After all, think of the great works of literature that were created out of boredom!
Mary Shelley’s Frankenstein, for instance, was written in 1816, a “year without a summer.” A volcanic eruption had caused cold, gloomy weather worldwide, so Shelley and friends wrote to pass the time.
But instead of drafting a novel, I’ve been playing Solitaire. I’ve also been spending more time in bed than at my writing desk. I could be creating the next sci-fi masterpiece. What gives?
We certainly have more distractions, in the form of games and the Internet, than people did 200 years ago. It’s easier to tweet than it is to create a new genre of literature.

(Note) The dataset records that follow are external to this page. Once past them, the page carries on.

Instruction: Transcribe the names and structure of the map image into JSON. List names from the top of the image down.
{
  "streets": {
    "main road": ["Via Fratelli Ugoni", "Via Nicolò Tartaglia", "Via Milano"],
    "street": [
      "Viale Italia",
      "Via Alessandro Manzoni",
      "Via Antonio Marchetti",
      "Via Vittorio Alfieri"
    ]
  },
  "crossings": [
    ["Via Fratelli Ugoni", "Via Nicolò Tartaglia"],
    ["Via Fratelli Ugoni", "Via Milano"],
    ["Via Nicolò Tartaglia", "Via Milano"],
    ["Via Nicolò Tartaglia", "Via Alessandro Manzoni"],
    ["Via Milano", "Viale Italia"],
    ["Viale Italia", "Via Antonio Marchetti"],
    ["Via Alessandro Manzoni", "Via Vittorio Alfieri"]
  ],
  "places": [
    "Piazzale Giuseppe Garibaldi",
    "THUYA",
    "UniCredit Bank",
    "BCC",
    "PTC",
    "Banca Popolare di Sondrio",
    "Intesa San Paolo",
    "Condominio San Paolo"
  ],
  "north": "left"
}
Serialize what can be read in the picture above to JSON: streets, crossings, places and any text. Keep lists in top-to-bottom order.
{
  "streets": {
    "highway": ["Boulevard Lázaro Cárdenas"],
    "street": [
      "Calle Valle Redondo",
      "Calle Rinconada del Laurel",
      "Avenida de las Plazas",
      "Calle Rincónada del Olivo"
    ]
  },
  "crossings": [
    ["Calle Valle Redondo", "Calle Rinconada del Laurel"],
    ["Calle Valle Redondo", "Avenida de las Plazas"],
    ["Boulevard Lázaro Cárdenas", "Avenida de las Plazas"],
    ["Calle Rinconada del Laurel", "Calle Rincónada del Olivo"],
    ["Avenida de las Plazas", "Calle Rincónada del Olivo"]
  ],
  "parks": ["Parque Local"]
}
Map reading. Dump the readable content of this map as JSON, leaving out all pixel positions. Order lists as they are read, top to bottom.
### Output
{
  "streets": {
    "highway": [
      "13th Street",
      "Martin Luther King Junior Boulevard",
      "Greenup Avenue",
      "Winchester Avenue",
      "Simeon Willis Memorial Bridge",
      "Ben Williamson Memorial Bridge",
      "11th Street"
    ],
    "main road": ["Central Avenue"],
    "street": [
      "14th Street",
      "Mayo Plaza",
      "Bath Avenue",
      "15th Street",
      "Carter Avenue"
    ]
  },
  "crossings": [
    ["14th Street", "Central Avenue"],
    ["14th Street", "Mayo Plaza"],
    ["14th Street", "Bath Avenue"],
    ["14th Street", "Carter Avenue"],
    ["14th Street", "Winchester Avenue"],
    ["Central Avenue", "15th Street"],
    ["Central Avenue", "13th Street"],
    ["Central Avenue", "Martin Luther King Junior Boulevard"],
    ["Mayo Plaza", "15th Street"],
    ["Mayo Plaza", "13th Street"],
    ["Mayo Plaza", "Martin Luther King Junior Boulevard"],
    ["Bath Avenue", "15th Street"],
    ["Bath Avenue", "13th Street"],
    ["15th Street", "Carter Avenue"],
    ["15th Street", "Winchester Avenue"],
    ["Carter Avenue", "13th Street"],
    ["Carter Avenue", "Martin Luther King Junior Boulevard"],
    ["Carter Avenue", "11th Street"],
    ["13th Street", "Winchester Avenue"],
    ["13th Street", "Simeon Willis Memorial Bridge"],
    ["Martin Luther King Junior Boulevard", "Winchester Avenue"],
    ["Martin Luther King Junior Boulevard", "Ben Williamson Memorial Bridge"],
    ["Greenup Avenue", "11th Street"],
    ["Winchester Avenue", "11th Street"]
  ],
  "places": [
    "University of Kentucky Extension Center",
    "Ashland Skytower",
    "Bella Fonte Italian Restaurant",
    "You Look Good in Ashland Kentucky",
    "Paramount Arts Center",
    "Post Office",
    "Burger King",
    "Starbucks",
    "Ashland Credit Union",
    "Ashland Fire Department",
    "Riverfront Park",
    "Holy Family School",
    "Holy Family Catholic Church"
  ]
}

The pandemic has also upended some of my previous article ideas. A lot of my drafts seem unimportant when compared to our new normal.
Everyone is also under a lot of stress right now. It’s tough to focus on writing when, in the back of my mind, I’m wondering if the grocery store will have food and supplies the next time I go. Sound familiar?
I know that even if I can’t get everything I want, I have everything I need. But I can’t shake my worries about the future.
I also can’t do any of my normal activities to relax. Romantic dinner and a movie? Replaced with less-romantic cooking and Netflix. Run on the treadmill at the gym to let off from steam? Replaced with picking up extra shifts at work.
Stress is high right now, so don’t worry if you’re getting less creative work done. Turn off the TV news and try your best to relax. Listen to music, call friends and family.
And write, but forgive yourself if you get tired easily. There’s a lot going on right now. Just do what you can.